Thursday, April 18, 2002

DPR at 2:51 PM [url]:

Architecture is Economics.

I've been saying for a while now that "Architecture is Economics" (a play on an older phrase "architecture is politics"). More and more, I've come to believe that in our information economy, most of the economic value is indeed controlled by architecture. So:

I just posted a new page on my web site that contains a lot of information about my interest in Open Spectrum.

Also just posted a new recommendation on my books page for a great new business book about how platforms can be used to create value, called Platform Leadership by Gawer and Cusumano.

DPR at 9:47 AM [url]:

Useful rant on end-to-end argument

My old friend J. Noel Chiappa just wrote a great rant, applying and interpreting the end-to-end argument.

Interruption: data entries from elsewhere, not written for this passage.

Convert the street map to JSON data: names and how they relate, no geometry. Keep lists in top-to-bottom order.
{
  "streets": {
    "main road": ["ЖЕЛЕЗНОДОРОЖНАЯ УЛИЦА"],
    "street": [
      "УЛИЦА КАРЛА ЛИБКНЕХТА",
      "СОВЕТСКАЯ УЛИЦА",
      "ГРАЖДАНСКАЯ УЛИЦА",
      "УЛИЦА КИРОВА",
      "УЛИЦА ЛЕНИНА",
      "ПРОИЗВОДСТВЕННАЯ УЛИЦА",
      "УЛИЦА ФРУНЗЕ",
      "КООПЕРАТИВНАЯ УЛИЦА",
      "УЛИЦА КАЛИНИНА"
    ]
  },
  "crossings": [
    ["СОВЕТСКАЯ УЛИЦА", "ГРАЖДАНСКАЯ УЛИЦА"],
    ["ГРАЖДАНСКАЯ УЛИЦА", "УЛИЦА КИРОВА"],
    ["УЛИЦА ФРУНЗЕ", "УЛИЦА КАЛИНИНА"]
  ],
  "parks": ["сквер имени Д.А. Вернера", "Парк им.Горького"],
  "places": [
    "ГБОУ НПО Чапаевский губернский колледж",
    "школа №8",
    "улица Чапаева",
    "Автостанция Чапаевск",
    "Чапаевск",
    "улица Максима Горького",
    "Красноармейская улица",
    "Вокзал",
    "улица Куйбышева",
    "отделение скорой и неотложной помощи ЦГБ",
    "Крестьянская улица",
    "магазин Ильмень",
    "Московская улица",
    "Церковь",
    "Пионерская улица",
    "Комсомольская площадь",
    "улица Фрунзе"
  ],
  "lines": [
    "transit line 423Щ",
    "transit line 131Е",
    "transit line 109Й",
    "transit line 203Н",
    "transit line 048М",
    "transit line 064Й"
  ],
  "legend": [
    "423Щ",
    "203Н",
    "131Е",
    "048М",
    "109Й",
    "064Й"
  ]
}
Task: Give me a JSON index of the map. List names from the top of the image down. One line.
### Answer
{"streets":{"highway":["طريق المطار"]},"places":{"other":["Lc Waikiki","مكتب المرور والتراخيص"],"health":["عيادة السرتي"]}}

It captures something I have been trying to point out for a long time that resulted from people equating the end-to-end argument with the metaphor of a "dumb" (Gilder) or "stupid" (Isenberg) network. That metaphor is limited to the view of the network from the customers' point of view (the network doesn't do me "smart" favors), but is wrong when applied to the internal "as built" view of the network. It's worth devoting lots of computation and state to routing, etc. as long as that computation isn't specialized to a subset of the possible applications. I had thought our original paper on end-to-end arguments was quite clear about this, but the point is obviously subtle and has been hard to grasp, especially for people who came to the Internet long after the late '70's when Noel and I were involved.

Though Noel's audience is primarily network designers, I think his rant is accessible to anyone interested in Internet design. And I strongly believe understanding the end-to-end argument remains relevant. Feel free to send comments to me and/or Noel.